§ **PROBLEM REQUIREMENTS**
Take each line from the entries that holds "display" and copy it out.

§ **RECORDS FOR PROCESSING**
====

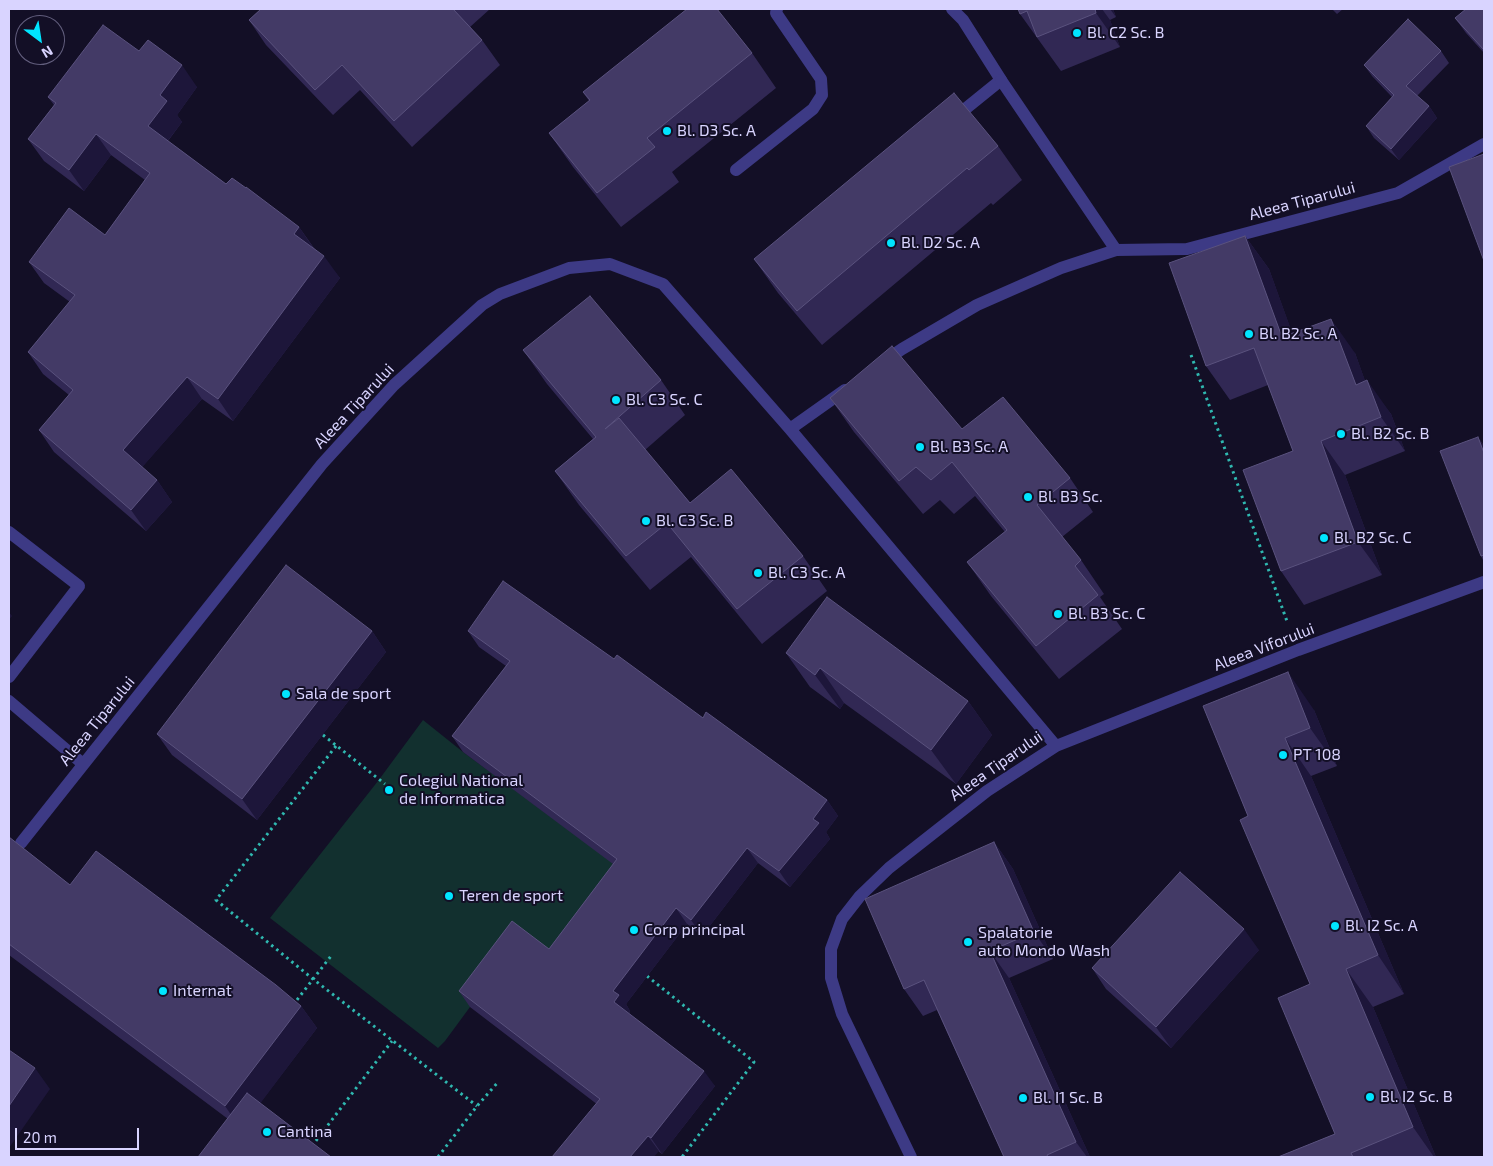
<!DOCTYPE html>
<html>
<head>
<meta charset="utf-8">
<style>
	body { margin:0 }
	#map { position:relative; width:1493px; height:1166px; overflow:hidden; background:#130f26; font-family:"Exo 2",sans-serif }
	canvas { display:block }
	.frame { position:absolute; inset:0; border:10px solid #d9d4ff; pointer-events:none }
	.north { position:absolute; left:15px; top:15px; width:50px; height:50px; box-sizing:border-box; background:#130f26; border:1px solid #625e7d; border-radius:50%; rotate:149deg; font-size:14px; font-weight:700; line-height:20px; text-align:center; color:#d9d4ff }
	.north::after { content:''; display:block; margin:auto; width:18px; height:22px; background:#00e5ff; clip-path:polygon(50% 0,100% 100%,50% 72%,0 100%) }
	.scale { position:absolute; left:15px; top:1128px; width:124px; height:22px; box-sizing:border-box; border:2px solid #d9d4ff; border-top:0; padding-left:6px; font-size:15px; line-height:18px; white-space:nowrap; color:#d9d4ff; -webkit-text-stroke:4px #130f26; paint-order:stroke }
</style>
</head>
<body>
<div id="map">
<canvas width="1493" height="1166"></canvas>
<div class="frame"></div>
<div class="north">N</div>
<div class="scale">20 m</div>
</div>
<script>
const c = document.querySelector('canvas').getContext('2d');
c.lineJoin = 'round';
function paint(path, color) { c.fillStyle = color; c.fill(path, 'evenodd'); }
const poly = rows => new Path2D(rows.map(r => 'M' + r).join(''));
function strokePath(path, color, width, dash) { c.strokeStyle = color; c.lineWidth = width; c.lineCap = dash ? 'butt' : 'round'; c.setLineDash(dash || []); c.stroke(path); }
function drawText(font, color, halo, rows, align = 'center') {
  c.font = font + ' "Exo 2",sans-serif'; c.lineWidth = 4; c.setLineDash([]); c.textBaseline = 'middle'; c.strokeStyle = halo; c.fillStyle = color; for (const [text, x, y, turn = 0] of rows) {
    c.save(); c.translate(x, y); c.rotate((+turn || 0) * Math.PI / 180); c.textAlign = isNaN(turn) ? turn : align; if (halo) c.strokeText(text, 0, 0); c.fillText(text, 0, 0); c.restore();
  }
}
paint(poly([
	[423,720,463,752,628,874,560,964,470,1007,445,1041,438,1048,270,918,378,781]
]), '#12302f');
strokePath(poly([
	[1191,355,1288,624],
	[323,735,385,784],
	[336,746,216,900,313,979,477,1106],
	[647,976,754,1062,682,1157],
	[293,1005,331,956],
	[312,1146,392,1041],
	[438,1157,477,1106,499,1081]
]), '#2fb8b0', 3, [2.5, 4]);
strokePath(poly([
	[952,9,963,20,1001,80,954,118],
	[736,170,813,109,822,95,821,79,776,13,777,9]
]), '#3d3a85', 12);
strokePath(poly([
	[1001,80,1116,250],
	[883,362,902,349,977,305,1061,268,1116,250,1187,249,1398,193,1484,144],
	[790,429,845,390],
	[9,532,79,586,9,677],
	[9,701,83,764],
	[21,843,322,464,394,385,482,305,500,294,569,268,610,264,663,284,790,429,1056,746],
	[911,1157,842,1014,831,978,831,949,842,919,860,896,889,868,987,791,1056,746,1298,650,1484,582]
]), '#3d3a85', 12);
paint(poly([
	[261,9,490,9,470,27,482,40,500,65,412,147,360,90,333,115,266,45,249,20],
	[1018,9,1113,9,1116,17,1110,20,1120,47,1061,71,1020,14],
	[1332,9,1343,9,1337,14],
	[1484,9,1484,53,1466,33,1455,18],
	[139,51,197,87,177,115,182,122,168,141,226,184,299,227,314,248,340,278,233,421,202,399,142,467,157,480,172,502,146,531,54,452,39,430,69,395,43,374,28,352,70,302,44,283,29,262,105,235,145,180,111,155,84,191,44,161,28,139,54,105,48,97],
	[1441,51,1449,63,1417,96,1429,106,1437,118,1399,160,1374,138,1366,126,1392,97,1372,76,1364,65],
	[752,53,776,88,672,172,679,182,621,227,573,167,549,133,589,101,583,92],
	[998,146,1022,180,993,205,991,203,822,345,778,293,754,259],
	[1245,236,1269,269,1292,333,1355,353,1365,381,1391,414,1405,451,1345,475,1382,575,1304,605,1281,571,1293,451,1268,385,1230,400,1206,366],
	[523,350,661,380,685,415,645,450,690,503,803,556,827,591,762,644,691,557,650,590,579,505,555,471,593,439,547,384],
	[830,398,962,429,1070,478,1093,512,1062,537,1081,560,1104,594,1100,597,1122,629,1059,679,991,596,967,562,1005,532,975,496,954,514,940,500,923,514,854,432],
	[1478,437,1484,446,1484,562,1481,556],
	[372,631,386,652,257,820,172,755,157,734],
	[468,631,614,659,827,800,838,816,826,832,830,839,790,887,758,863,702,936,687,924,626,1004,630,1011,629,1014,715,1086,662,1154,470,1007,459,991,549,949,613,864,463,752,452,736,506,666,479,647],
	[786,653,968,701,992,735,956,784,844,703,840,709,810,687],
	[1203,706,1314,710,1337,766,1311,776,1404,994,1373,1007,1436,1157,1278,1157,1335,1134,1310,984,1248,816],
	[9,837,70,885,301,1006,317,1028,260,1103,228,1119,9,955],
	[994,842,1013,869,1053,959,1009,978,1090,1157,1004,1157,937,1010,923,1016,904,989],
	[1259,950,1171,1048,1106,989,1092,968]
]), '#312854');
paint(poly([
	[1095,9,1102,9,1110,20,1120,47,1096,13],
	[1110,9,1113,9,1116,17],
	[182,65,197,87,177,115,182,122,163,147,148,126,160,95],
	[1429,106,1437,118,1399,160,1391,149],
	[96,134,111,155,84,191,69,170],
	[299,227,314,249,294,234],
	[1245,236,1269,269,1306,371,1282,337],
	[324,256,340,278,233,421,218,399],
	[1331,319,1355,353,1379,419,1356,385],
	[187,377,202,399,138,472,123,450],
	[1367,380,1391,414,1405,451,1381,417],
	[1478,437,1484,446,1484,453],
	[1321,441,1345,475,1382,575,1358,542],
	[157,480,172,502,146,531,131,510],
	[9,612,12,616,9,620],
	[372,631,386,652,257,820,242,799],
	[820,668,844,703,840,709,815,675],
	[1288,672,1314,710,1337,766,1310,728],
	[968,701,992,735,956,784,931,750],
	[1285,738,1311,776,1404,994,1378,955],
	[827,800,838,816,826,832,830,839,790,887,779,871,813,819],
	[994,842,1013,869,1053,959,1034,932],
	[747,848,758,863,702,936,691,920],
	[676,908,687,924,626,1004,630,1011,625,1018,614,1002,613,991],
	[1244,929,1259,950,1171,1048,1156,1027],
	[990,951,1009,978,1090,1157,1087,1157,1076,1142],
	[1346,969,1373,1007,1436,1157,1434,1157,1413,1127],
	[301,1006,317,1028,241,1129,225,1106],
	[35,1068,50,1089,9,1148,9,1106],
	[704,1071,715,1086,662,1154,651,1138],
	[648,1136,659,1151,654,1157,630,1157]
]), '#1d163a');
const building = poly([
	[261,9,453,9,482,40,394,121,342,65,315,90,249,20,261,9],
	[687,9,717,9,752,53,647,138,655,147,597,193,549,133,590,100,583,92,687,9],
	[1018,9,1095,9,1096,13,1037,37,1027,11,1020,14,1018,9],
	[1466,9,1484,9,1484,50,1455,18,1466,9],
	[1408,19,1441,51,1406,86,1429,106,1391,149,1366,126,1394,95,1364,65,1408,19],
	[103,25,139,51,148,40,182,65,160,95,167,101,148,126,226,184,232,178,246,188,246,187,299,227,294,234,324,256,218,399,187,377,123,450,157,480,131,510,39,430,73,390,28,352,75,295,29,262,69,208,105,235,150,173,96,134,69,170,28,139,56,103,48,97,103,25],
	[954,93,998,146,969,170,967,168,797,311,754,259,954,93],
	[1484,154,1484,261,1449,167,1484,154],
	[1245,236,1282,337,1331,319,1356,385,1367,380,1381,417,1321,441,1358,542,1281,571,1243,470,1293,451,1254,348,1206,366,1169,263,1245,236],
	[590,296,661,380,605,429,619,418,690,503,731,469,803,556,737,609,667,523,626,556,555,471,596,437,523,350,590,296],
	[892,346,962,429,1003,397,1070,478,1037,505,1081,560,1075,566,1098,595,1036,646,967,562,1007,530,952,462,931,480,916,467,899,481,830,398,892,346],
	[1478,437,1484,453,1484,555,1481,556,1440,451,1478,437],
	[286,565,372,631,242,799,157,734,286,565],
	[503,581,614,659,617,655,703,718,706,712,827,800,813,819,819,823,779,871,747,848,691,920,676,908,613,991,619,995,614,1002,704,1071,651,1138,648,1136,630,1157,552,1157,600,1099,459,991,512,921,549,949,617,859,452,736,510,661,468,631,503,581],
	[827,597,968,701,931,750,820,668,815,675,786,653,827,597],
	[1288,672,1310,728,1285,738,1378,955,1346,969,1413,1127,1351,1153,1353,1157,1278,1157,1335,1134,1278,998,1310,984,1240,820,1248,816,1203,706,1288,672],
	[9,837,70,885,96,851,276,985,301,1006,225,1106,9,944,9,837],
	[994,842,1034,932,990,951,1076,1142,1047,1155,1048,1157,1004,1157,924,980,904,989,865,899,994,842],
	[1180,872,1244,929,1156,1027,1092,968,1180,872],
	[9,1050,35,1068,9,1106,9,1050],
	[247,1093,331,1157,198,1157,247,1093]
]);
paint(building, '#433a66');
strokePath(building, '#5a527e', 1);
for (const [x, y, r, color] of [
	[1077,33,5,"#00e5ff"],
	[667,131,5,"#00e5ff"],
	[891,243,5,"#00e5ff"],
	[1249,334,5,"#00e5ff"],
	[616,400,5,"#00e5ff"],
	[1341,434,5,"#00e5ff"],
	[920,447,5,"#00e5ff"],
	[1028,497,5,"#00e5ff"],
	[646,521,5,"#00e5ff"],
	[1324,538,5,"#00e5ff"],
	[758,573,5,"#00e5ff"],
	[1058,614,5,"#00e5ff"],
	[286,694,5,"#00e5ff"],
	[1283,755,5,"#00e5ff"],
	[389,790,5,"#00e5ff"],
	[449,896,5,"#00e5ff"],
	[1335,926,5,"#00e5ff"],
	[634,930,5,"#00e5ff"],
	[968,942,5,"#00e5ff"],
	[163,991,5,"#00e5ff"],
	[1370,1097,5,"#00e5ff"],
	[1023,1098,5,"#00e5ff"],
	[267,1132,5,"#00e5ff"]
]) { const dot = new Path2D(); dot.arc(x, y, r, 0, 2 * Math.PI); c.fillStyle = color; c.fill(dot); strokePath(dot, '#130f26', 2); }
drawText('16px', '#d9d4ff', '#130f26', [
	["Bl. C2 Sc. B",1087,33],
	["Bl. D3 Sc. A",677,131],
	["Bl. D2 Sc. A",901,243],
	["Bl. B2 Sc. A",1259,334],
	["Bl. C3 Sc. C",626,400],
	["Bl. B2 Sc. B",1351,434],
	["Bl. B3 Sc. A",930,447],
	["Bl. B3 Sc.",1038,497],
	["Bl. C3 Sc. B",656,521],
	["Bl. B2 Sc. C",1334,538],
	["Bl. C3 Sc. A",768,573],
	["Bl. B3 Sc. C",1068,614],
	["Sala de sport",296,694],
	["PT 108",1293,755],
	["Colegiul National",399,781],
	["de Informatica",399,799],
	["Teren de sport",459,896],
	["Bl. I2 Sc. A",1345,926],
	["Corp principal",644,930],
	["Spalatorie",978,933],
	["auto Mondo Wash",978,951],
	["Internat",173,991],
	["Bl. I2 Sc. B",1380,1097],
	["Bl. I1 Sc. B",1033,1098],
	["Cantina",277,1132]
], 'left');
drawText('16px', '#d9d4ff', '#130f26', [
	["Aleea Tiparului",1302,201,-15],
	["Aleea Tiparului",354,406,-47],
	["Aleea Viforului",1264,647,-21],
	["Aleea Tiparului",97,721,-51],
	["Aleea Tiparului",996,766,-35]
]);
</script>
</body>
</html>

====

§ **ANSWER BELOW**
	canvas { display:block }
	.north::after { content:''; display:block; margin:auto; width:18px; height:22px; background:#00e5ff; clip-path:polygon(50% 0,100% 100%,50% 72%,0 100%) }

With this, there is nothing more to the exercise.